We were both teenagers in turmoil, navigating heartbreak and first loves. We were very different characters, Lauryn being the more grounded, mature one and I, simply manic and lost. I am older than her by just a year or two, but she taught me much about how to grow up. I started partying and experimenting with unhealthy coping mechanisms, while she watched me crumble, trying to keep the pieces together. I was selfish with my affection, and in retrospect, I didn’t have the capacity to love her the way I should have. She was the sweetest thing in my life, and she deserved me at my best.
I have kept the memory of Lauryn holding my hand while I cried outside of a library. A rare tenderness that I remember dearly. I was experiencing a heartbreak I had never known before, and she just held my hand. A simple gesture that I desperately needed at the time. A gesture that told me I wasn’t alone, that I had someone I could rely on for life. We are still friends to this day, across the country but still connected by the invisible string. This is a rare gift I get to carry around with me.
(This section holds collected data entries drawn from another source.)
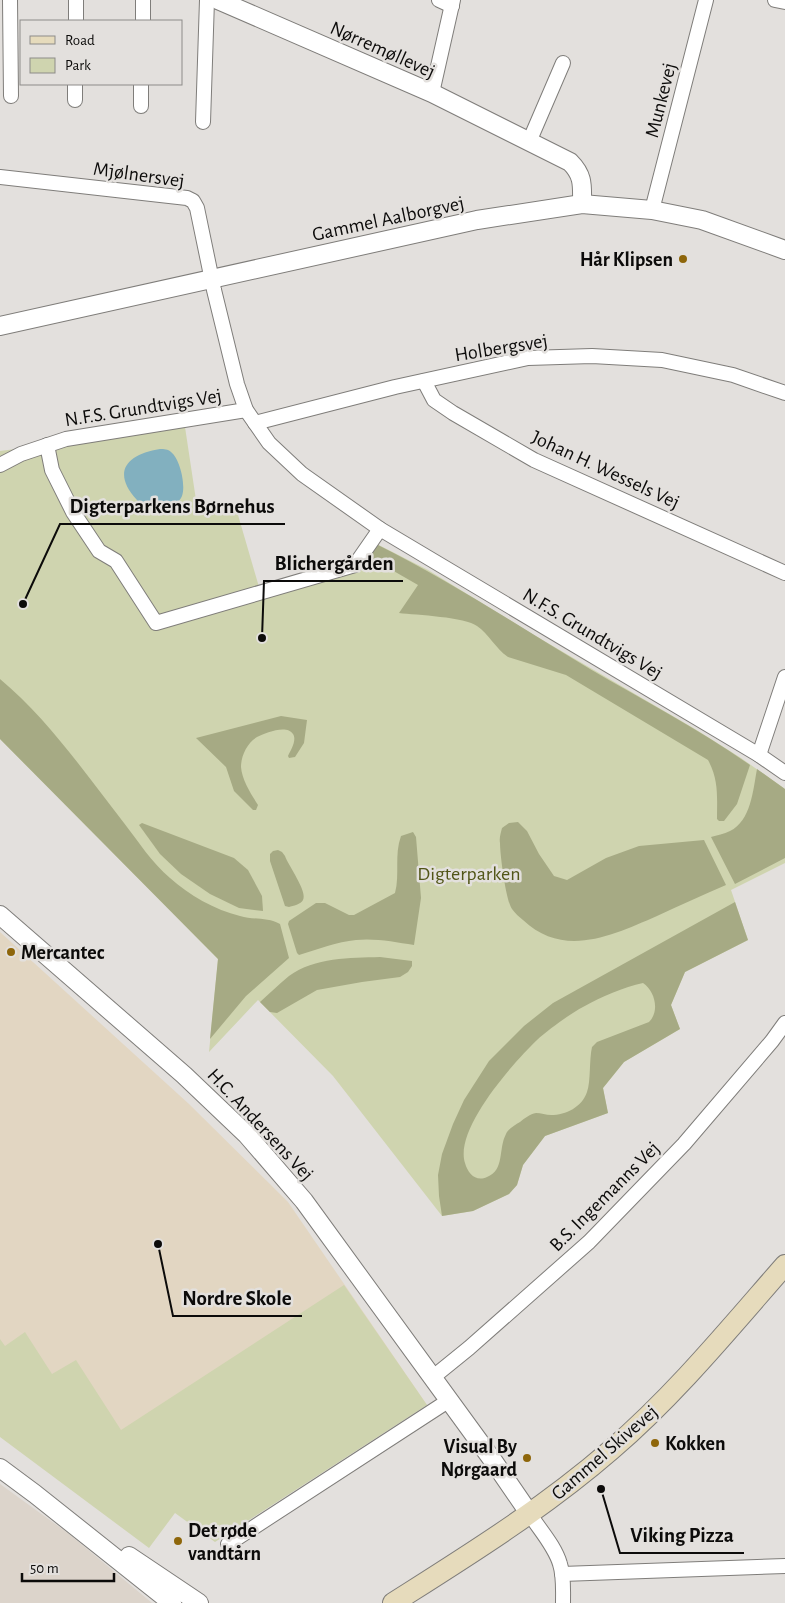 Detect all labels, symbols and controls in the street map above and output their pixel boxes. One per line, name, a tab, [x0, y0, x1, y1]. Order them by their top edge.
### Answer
street label: Nørremøllevej	[327, 18, 438, 82]
legend	[20, 20, 182, 85]
text: Road	[65, 33, 95, 48]
text: Park	[65, 58, 91, 73]
street label: Munkevej	[642, 61, 680, 140]
street label: Mjølnersvej	[92, 159, 186, 191]
street label: Gammel Aalborgvej	[310, 193, 466, 245]
place label: Hår Klipsen	[580, 250, 673, 270]
marker: Hår Klipsen	[677, 253, 689, 265]
street label: Holbergsvej	[453, 331, 549, 365]
street label: N.F.S. Grundtvigs Vej	[63, 386, 223, 430]
street label: Johan H. Wessels Vej	[529, 427, 682, 513]
callout: Digterparkens Børnehus	[60, 488, 285, 524]
text: Digterparkens Børnehus	[70, 496, 274, 517]
callout: Blichergården	[264, 545, 403, 581]
text: Blichergården	[274, 553, 394, 574]
street label: N.F.S. Grundtvigs Vej	[519, 584, 666, 683]
park label: Digterparken	[417, 864, 521, 884]
place label: Mercantec	[21, 943, 105, 963]
marker: Mercantec	[5, 946, 17, 958]
street label: H.C. Andersens Vej	[203, 1065, 317, 1185]
street label: B.S. Ingemanns Vej	[546, 1138, 663, 1255]
callout: Nordre Skole	[173, 1280, 302, 1316]
text: Nordre Skole	[182, 1288, 292, 1309]
street label: Gammel Skivevej	[548, 1401, 662, 1504]
place label: Kokken	[665, 1434, 726, 1454]
place label: Visual By Nørgaard	[441, 1437, 517, 1480]
marker: Kokken	[649, 1437, 661, 1449]
marker: Visual By Nørgaard	[521, 1452, 533, 1464]
callout: Viking Pizza	[620, 1517, 744, 1553]
place label: Det røde vandtårn	[188, 1521, 261, 1564]
text: Viking Pizza	[630, 1525, 734, 1546]
marker: Det røde vandtårn	[172, 1535, 184, 1547]
scale bar	[22, 1550, 115, 1582]
text: 50 m	[30, 1561, 59, 1576]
She has “remember tender things tenderly” tattooed on her ribs, and it is a signifier of the delicate imprint she has on me.
Lauryn and I are not the girls we were when we first met, having our own separate experiences of companionship. We are women with our own lives now, but we stay connected in the music we share, the books we read, the old memories of girlhood. We’ve woven in and out of each others’ lives through our twenties, eventually finding our way back to each other. This time apart gave us a chance to grow into ourselves and figure out a way to love each other better. Now, we can just water what we planted when we were girls. We’ve made it this far, I will keep carrying her with me.